Pendant une heure, quand il s'attache à l'effort de la jeune fille pour vivre, le film est proche d'un chef d'oeuvre, cela pourrait être le Rayon Vert de Rohmer revu par Murnau et Sirk (ou Richard Kelly). Malheureusement la fin, avec le passage vers une ntrigue policière aussi artificiellement contournée qu'un épisode de Barnaby(même impression que le spectateur est placé dans un sadisme par procuration -à la fois juge, psy, confesseur, mémorialiste et jaloux du coupable), laisse un goût amer. Le père est aux yeux de sa fille un paumé médiocre mais émouvant, puis aux yeux du spectateur un meurtrier intelligent, avec une raison (à la fois l'amour blessé et le refus de l'humiliation), maître du récit depuis le début.
J'aurais aimé qu'il défende plus le personnage de Kat: sa maturité et sa lucidité envers les culs-de sac et hypocrisies de la classe moyenne, sa magninité en amours, son ambition de défendre sa sexualité en construisant une éthique exigeante sans l'imposer à l'autre ne lui servent en fait à rien: elle est aveugle et n'a rien compris de ce que tout le monde lui dit depuis le début (même ses deux potes, qui ont tout compris sans avoir été impliqués, peu vraisemblable). Elle est défaite mais c'est un très beau personnage. Shailene Woodley et Eva Greene sont très bonnes. Le jeu expressionniste de cette dernière(elle reprend les attitudes de Dark Shadows dans un contexte pavillionnaire) sert le personnage. Formellement les flashes où la fille se revoit petite fille jouant avec sa mère son très beaux.

Il y a quand-même une étrangeté politique dans le film: il est mélancolique (deux fois: par son histoire qui enferme tout le monde, où la lucidité est un facteur de dépérissement, et par son rapport à la fin des eighties et le début nineties, on pense à Donnie Darko -même type de BO-, mais aussi en BD à "Je ne t'ai Jamais aimé" de Chester Brown sans maladie voire un "Black Hole" sans contagion), mais cette mélancolie n'est pas amenée par les impasses amoureuses, l'absurdité et la solitude de la vie pavillionnaire; elle est (comme dans Gone Girl: les deux personnages de flics sont des versant masculins et féminins de la même attitude: séduit par ceux qu'ils surveillent et inculpent) amenée par le regard de la police sur cette morosité et cette impuissance politique. Cette impuissance est le motif non pas d'une révolte, mais d'une alternative: tuer ou partir.
La critique sociale se retrouve finalement absorbée par la police, en tant qu'elle est elle-même une fonction en crise, souffrante et réflexive.

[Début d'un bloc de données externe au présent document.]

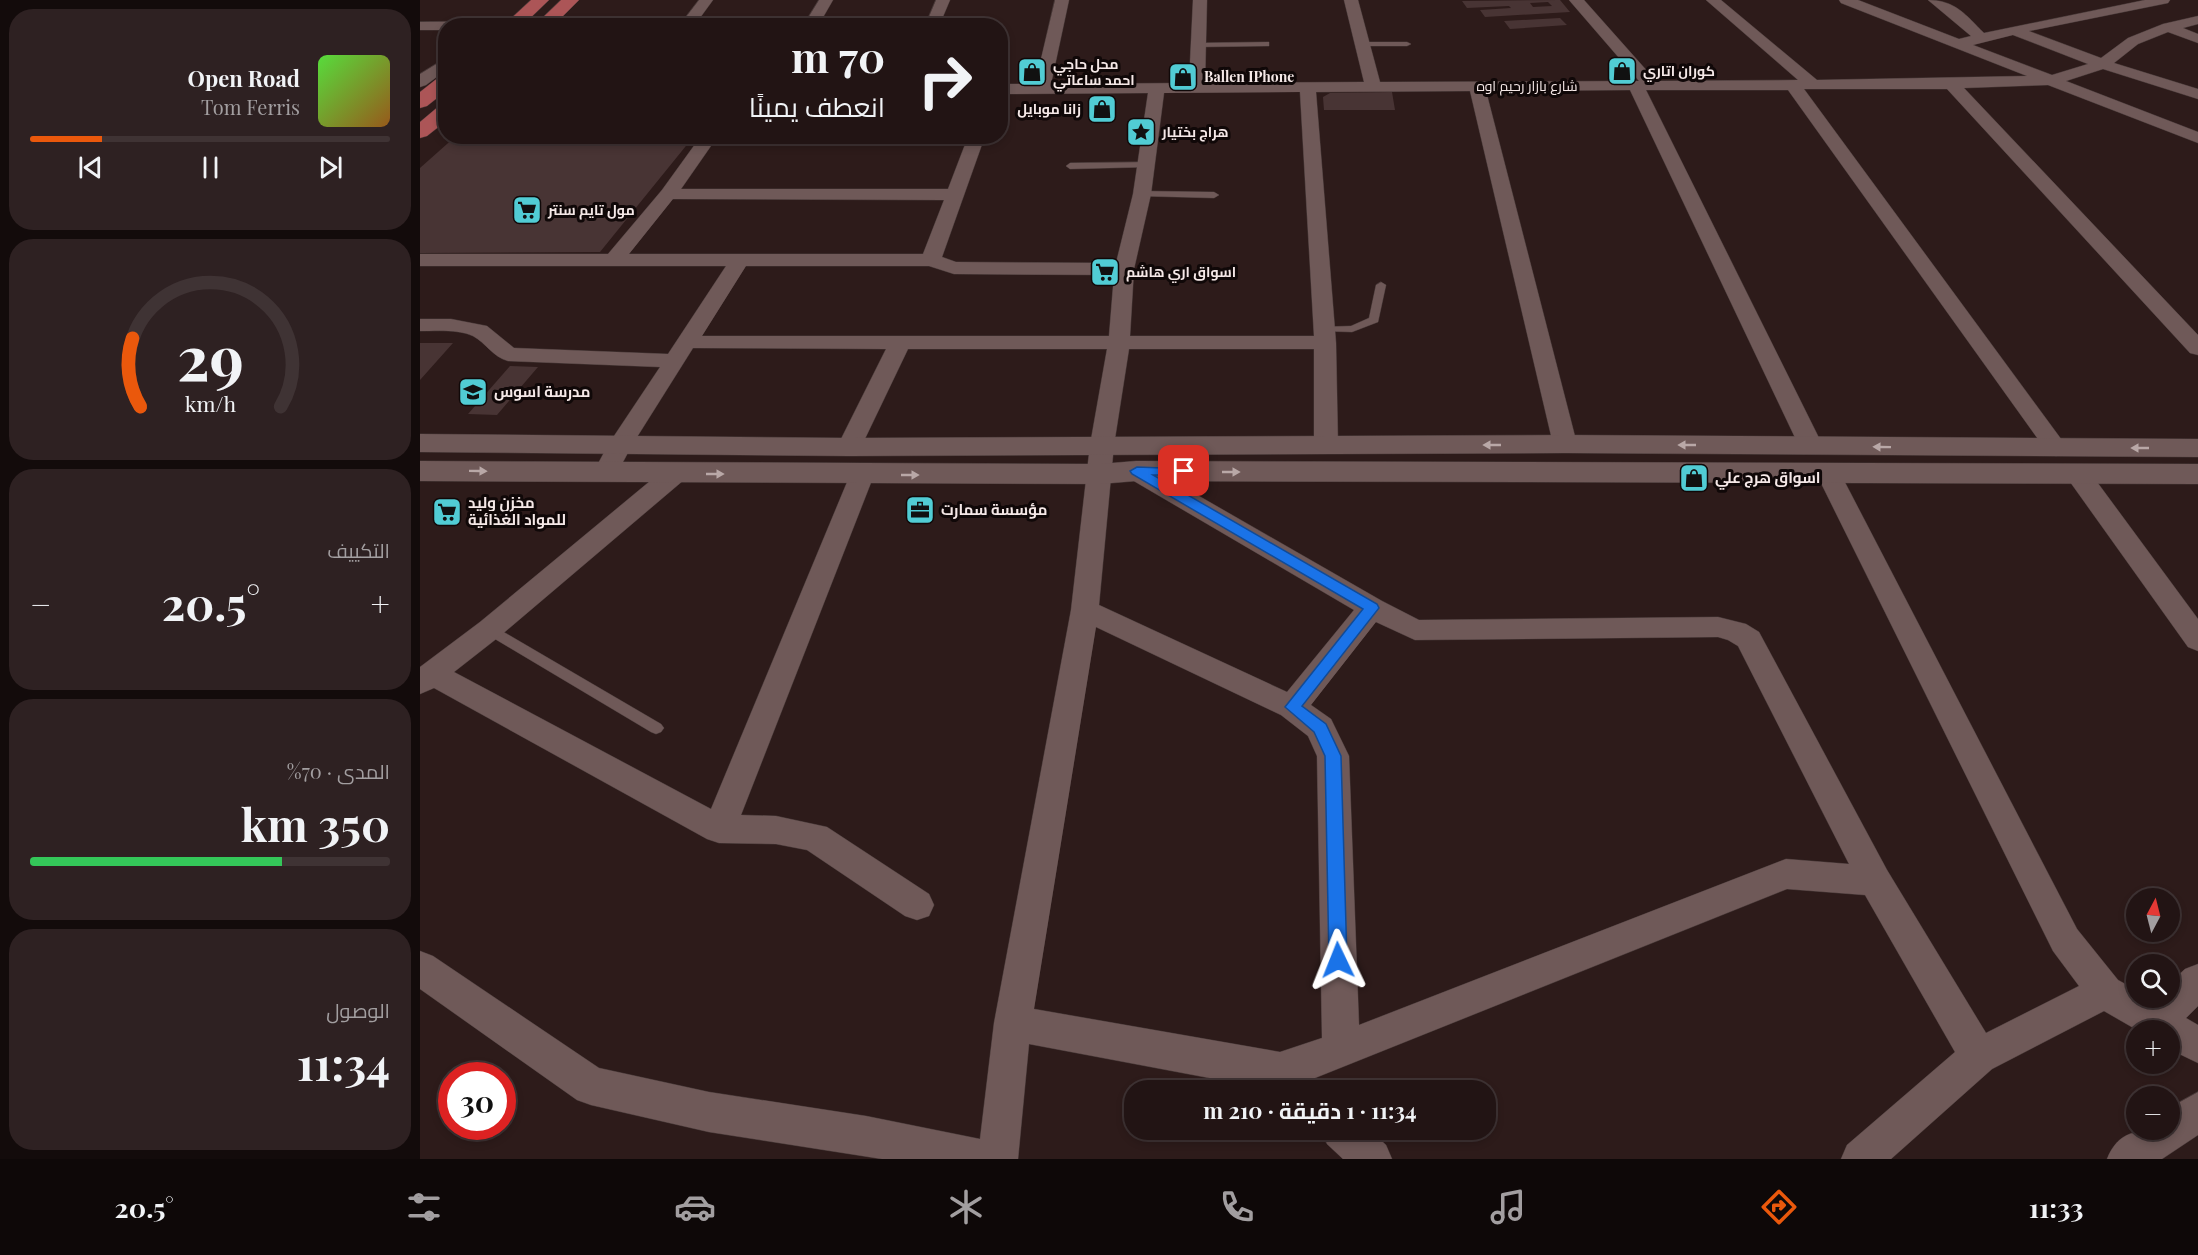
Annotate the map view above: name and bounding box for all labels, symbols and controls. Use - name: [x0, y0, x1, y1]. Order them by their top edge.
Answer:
- text: 70 m: [791, 28, 885, 84]
- icon: right: [906, 42, 984, 120]
- place label: محل حاجي احمد ساعاتي: [1053, 54, 1135, 92]
- shop icon: كوران اتاري: [1606, 55, 1638, 87]
- shop icon: محل حاجي احمد ساعاتي: [1016, 56, 1048, 88]
- shop icon: Ballen IPhone: [1167, 61, 1199, 93]
- place label: كوران اتاري: [1643, 61, 1715, 82]
- text: Open Road: [188, 63, 300, 93]
- place label: Ballen IPhone: [1204, 67, 1294, 86]
- street label: شارع بازار رحيم اوه: [1477, 76, 1577, 96]
- text: انعطف يمينًا: [749, 88, 885, 124]
- text: Tom Ferris: [201, 93, 300, 120]
- shop icon: زانا موبايل: [1086, 93, 1118, 125]
- place label: زانا موبايل: [1017, 99, 1081, 118]
- place icon: هراج بختيار: [1125, 116, 1157, 148]
- place label: هراج بختيار: [1161, 122, 1229, 142]
- icon: previous: [74, 151, 107, 184]
- icon: pause: [194, 151, 227, 184]
- icon: next: [314, 151, 347, 184]
- supermarket icon: مول تايم سنتر: [511, 194, 543, 226]
- place label: مول تايم سنتر: [547, 200, 635, 220]
- supermarket icon: اسواق اري هاشم: [1089, 256, 1121, 288]
- place label: اسواق اري هاشم: [1126, 262, 1236, 283]
- text: 29: [176, 313, 244, 397]
- school or university icon: مدرسة اسوس: [457, 376, 489, 408]
- place label: مدرسة اسوس: [494, 381, 590, 401]
- text: km/h: [184, 389, 236, 417]
- one-way arrow: [1482, 440, 1501, 450]
- one-way arrow: [1677, 440, 1696, 450]
- one-way arrow: [1872, 442, 1891, 452]
- one-way arrow: [2130, 443, 2149, 453]
- pin: [1158, 445, 1209, 496]
- icon: arrive: [1167, 454, 1200, 487]
- shop icon: اسواق هرج علي: [1678, 462, 1710, 494]
- one-way arrow: [469, 467, 488, 476]
- one-way arrow: [1222, 467, 1241, 476]
- place label: اسواق هرج علي: [1715, 467, 1820, 490]
- one-way arrow: [706, 469, 725, 479]
- one-way arrow: [901, 470, 920, 480]
- place label: مخزن وليد للمواد الغذائية: [468, 492, 566, 529]
- office icon: مؤسسة سمارت: [904, 494, 936, 526]
- supermarket icon: مخزن وليد للمواد الغذائية: [431, 496, 463, 528]
- place label: مؤسسة سمارت: [941, 499, 1047, 519]
- text: التكييف: [327, 536, 390, 563]
- text: 20.5°: [162, 572, 260, 632]
- text: −: [30, 581, 51, 625]
- text: +: [371, 581, 390, 625]
- text: المدى · 70%: [287, 757, 390, 784]
- text: 350 km: [241, 793, 390, 853]
- north arrow: [2126, 888, 2180, 942]
- map controls: [2126, 888, 2180, 1140]
- position arrow: [1306, 928, 1370, 992]
- button: search: [2126, 954, 2180, 1008]
- text: الوصول: [326, 996, 390, 1023]
- button: +: [2126, 1020, 2180, 1074]
- text: 11:34: [297, 1032, 390, 1092]
- speed limit sign: 30: [438, 1062, 516, 1140]
- button: −: [2126, 1086, 2180, 1140]
- text: 11:34 · 1 دقيقة · 210 m: [1203, 1095, 1417, 1125]
- icon: filters: [403, 1186, 445, 1228]
- icon: car: [674, 1186, 716, 1228]
- icon: climate: [945, 1186, 987, 1228]
- icon: phone: [1216, 1186, 1258, 1228]
- icon: music: [1487, 1186, 1529, 1228]
- icon: directions: [1758, 1186, 1800, 1228]
- text: 20.5°: [115, 1189, 174, 1225]
- text: 11:33: [2029, 1189, 2084, 1225]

L'écart et la complémentarité entre critique et police est du même ordre que ce qui existe sur un second plan entre la sexualité et le deuil : Cat parvient à assumer très vite ses choix, à dépasser la médiocrité et l'hypocrisie de son milieu, de manière émouvante, mais cette réalisation débouche ensuite directement sur la peur et le deuil: "the Future bores Me". Elle a déjà consommé sa liberté.

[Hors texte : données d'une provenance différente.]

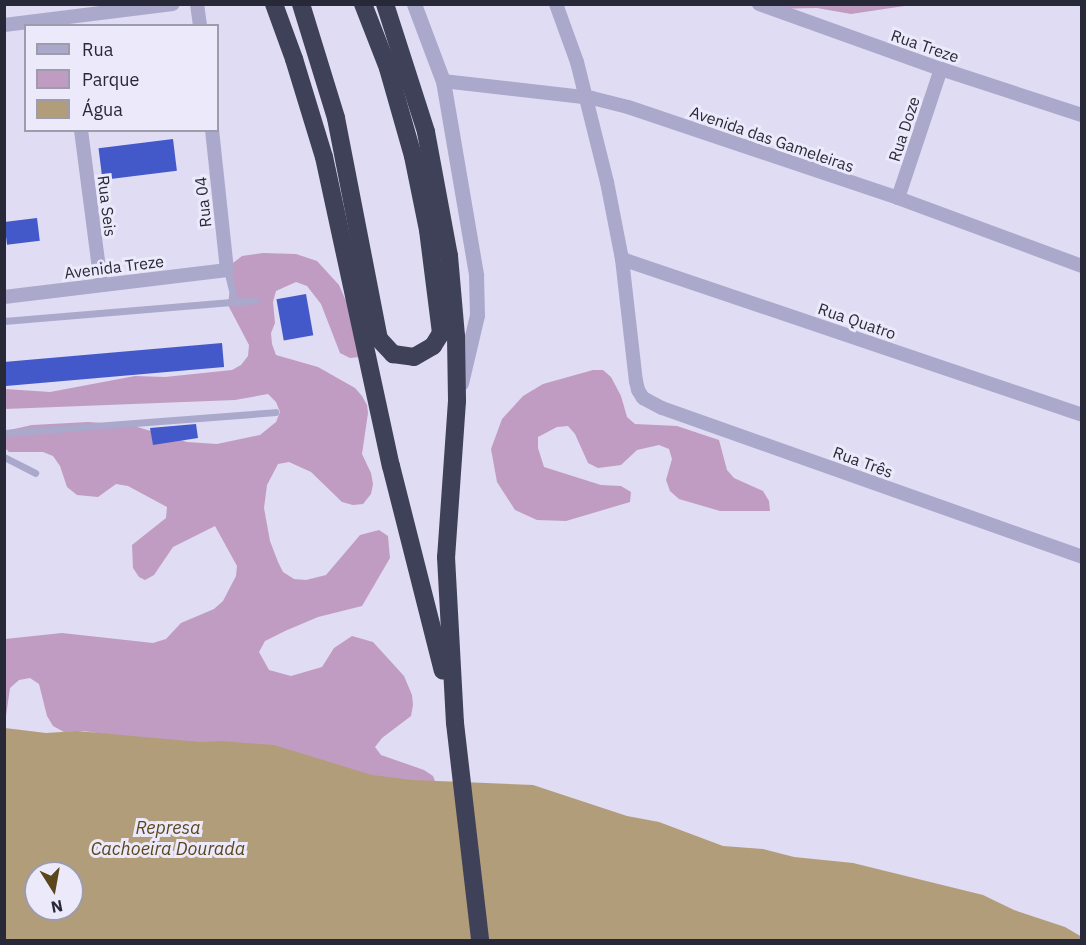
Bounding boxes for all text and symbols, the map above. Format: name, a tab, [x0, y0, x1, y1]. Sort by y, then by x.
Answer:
legend	[24, 24, 219, 132]
street label: Rua Treze	[888, 25, 962, 67]
text: Rua	[82, 38, 113, 61]
text: Parque	[82, 68, 139, 91]
street label: Rua Doze	[884, 94, 924, 164]
text: Água	[82, 98, 123, 121]
street label: Avenida das Gameleiras	[687, 102, 857, 176]
street label: Rua Seis	[94, 174, 120, 238]
street label: Rua 04	[191, 176, 215, 228]
street label: Avenida Treze	[63, 251, 165, 283]
street label: Rua Quatro	[816, 299, 898, 343]
street label: Rua Três	[830, 442, 896, 482]
water label: Represa Cachoeira Dourada	[91, 818, 245, 860]
north arrow	[24, 861, 84, 921]
text: N	[49, 896, 65, 918]

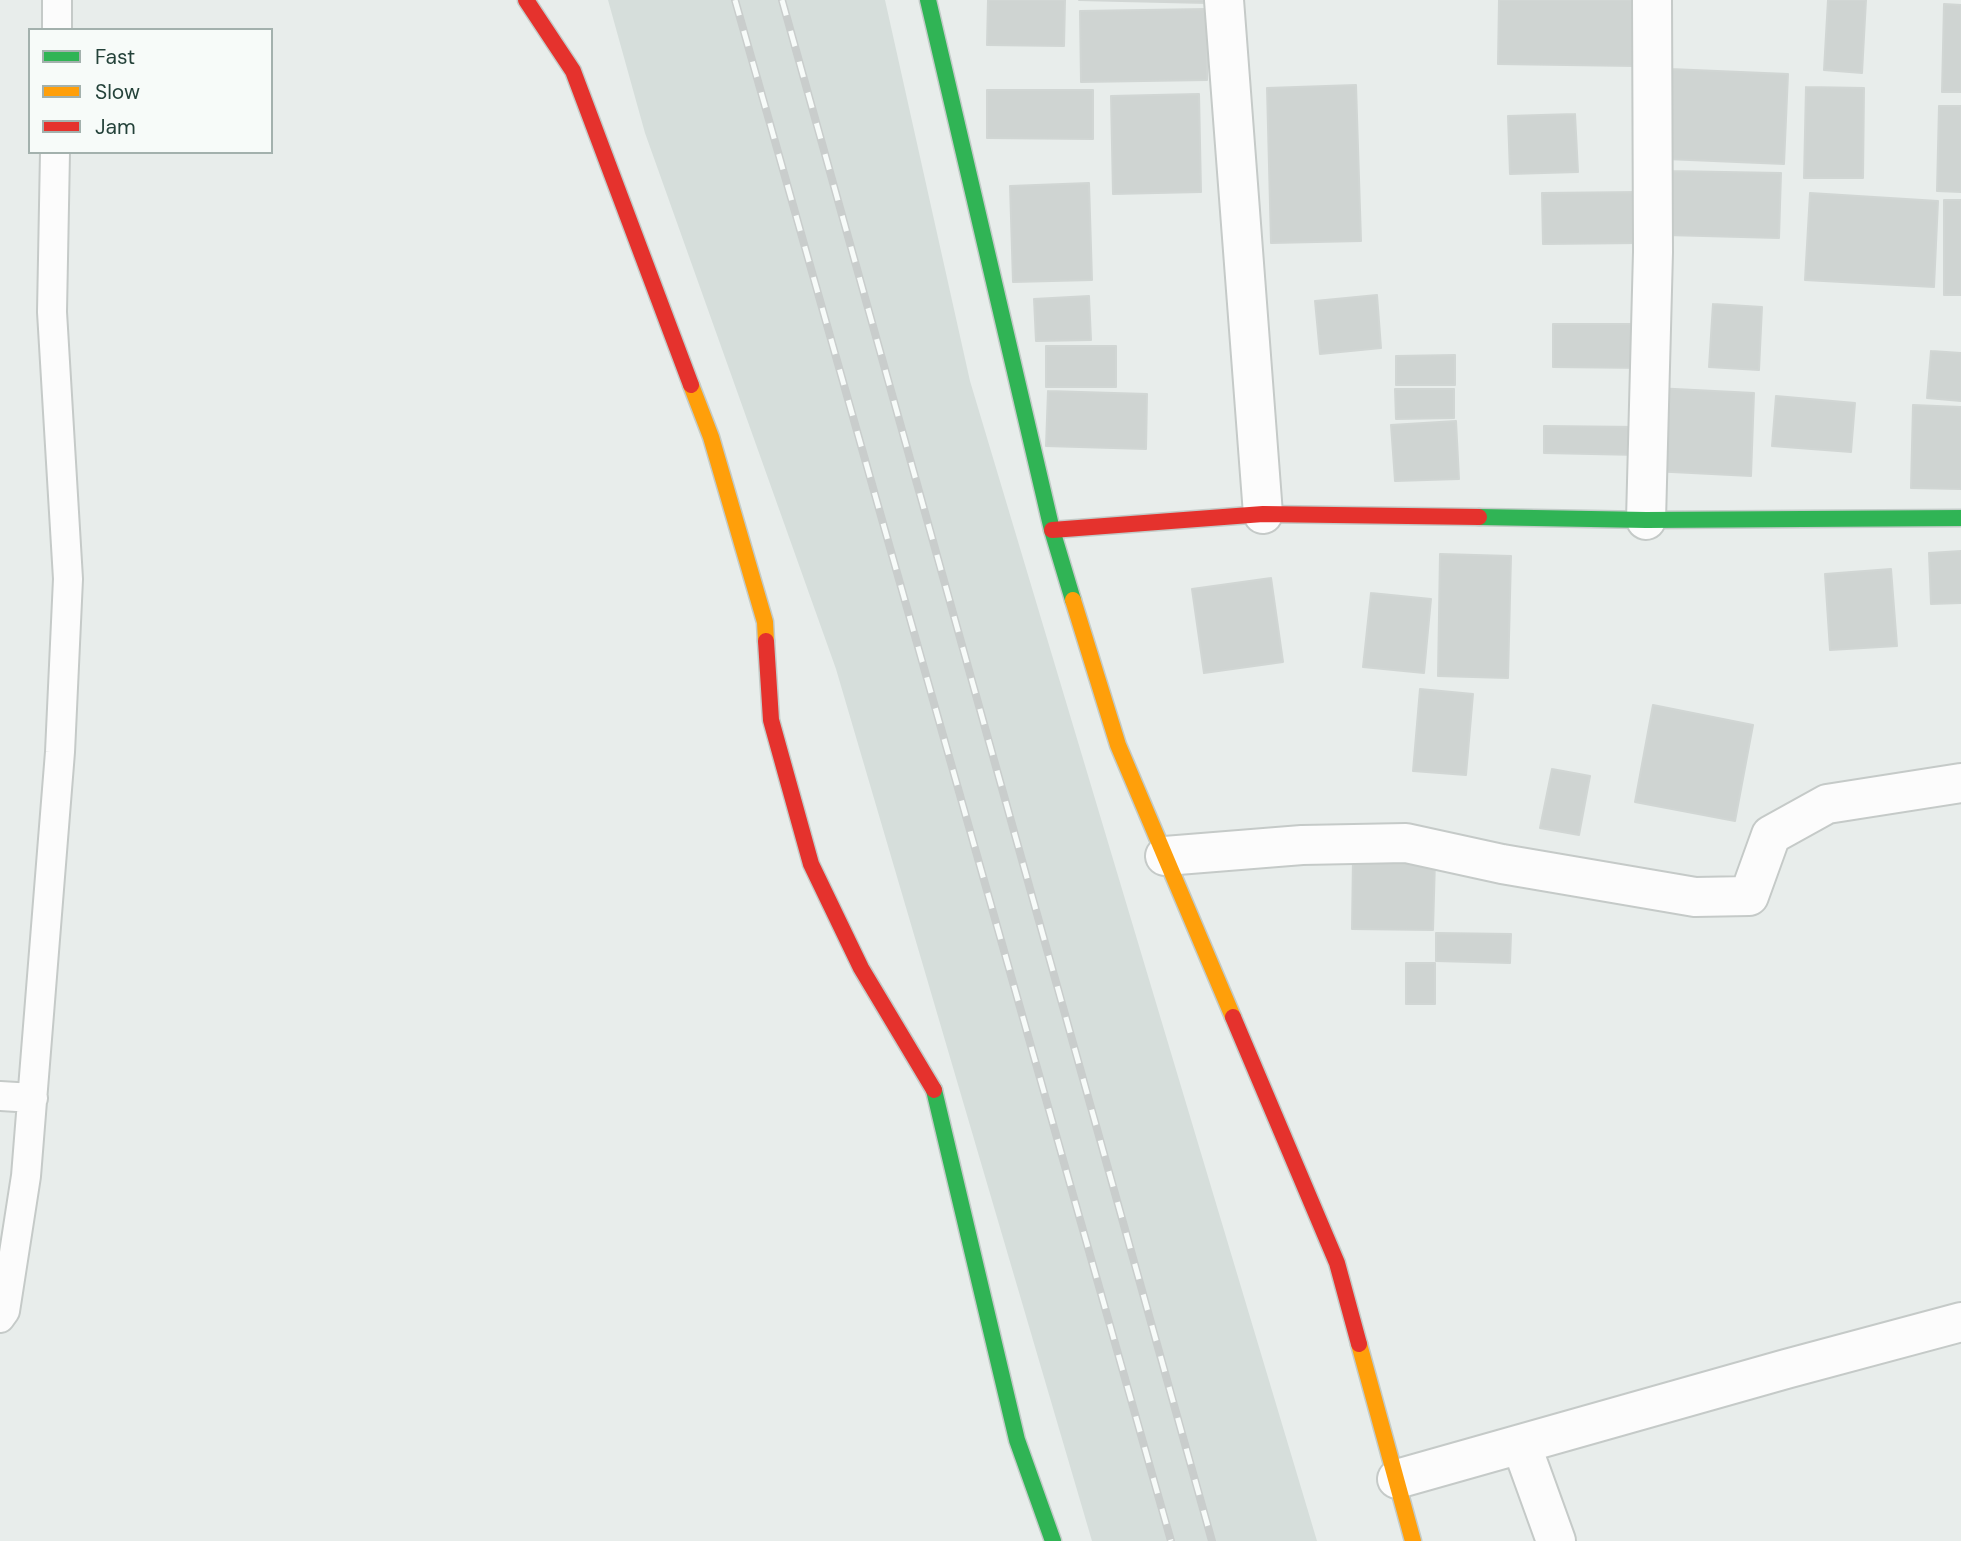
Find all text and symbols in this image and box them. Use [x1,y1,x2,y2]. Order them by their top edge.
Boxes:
legend [28,28,273,154]
text: Fast [95,43,135,71]
text: Slow [95,78,140,106]
text: Jam [95,113,136,141]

Pourtant il y avait quelque chose à explorer: elle avait compris sa mère, compris qu'elle avait été éteinte sexuellement, mais cette compréhension et sa compassion envers elle étaient déjà un forme de deuil anticipéee, exercée du vivant de la personne. Mais par contre son père et son copain n'étaient pas ce qu'elle savait d'eux: l'altérite du genre et la pulsion sexuelle sont avancées non pas comme des friches, mais de manière mélancolique comme des explications dont le contenu est déjà connnu depuis trop longtemps, même par les adolescents: comme si le deuil avait remplacé directement l'âge adulte et la maturité sexuelle. La sexualité, vu du point de vue d'un mourant n'a qu'une valeur symbolique, on ne la conserve pas, elle ne laisse pas de trace, mais elle est une clé expliquant le reste, qui est le réel. Par contre la police a une fonction qui est morale, c'est qui est identique dans le réel et dans l'ordre symbolique, et c'est elle qui a le dernier mot: le film ne donne finalement du poids qu'à ce qui peut être jugé, et la sexualité en est exclue. Le film est étrangement puritain, je ne suis pas sûr d'apprécier le monde qu'il met en place, pris dans sa totalité, mais les personnages qu'il y enferme avant de les abandonner, oui.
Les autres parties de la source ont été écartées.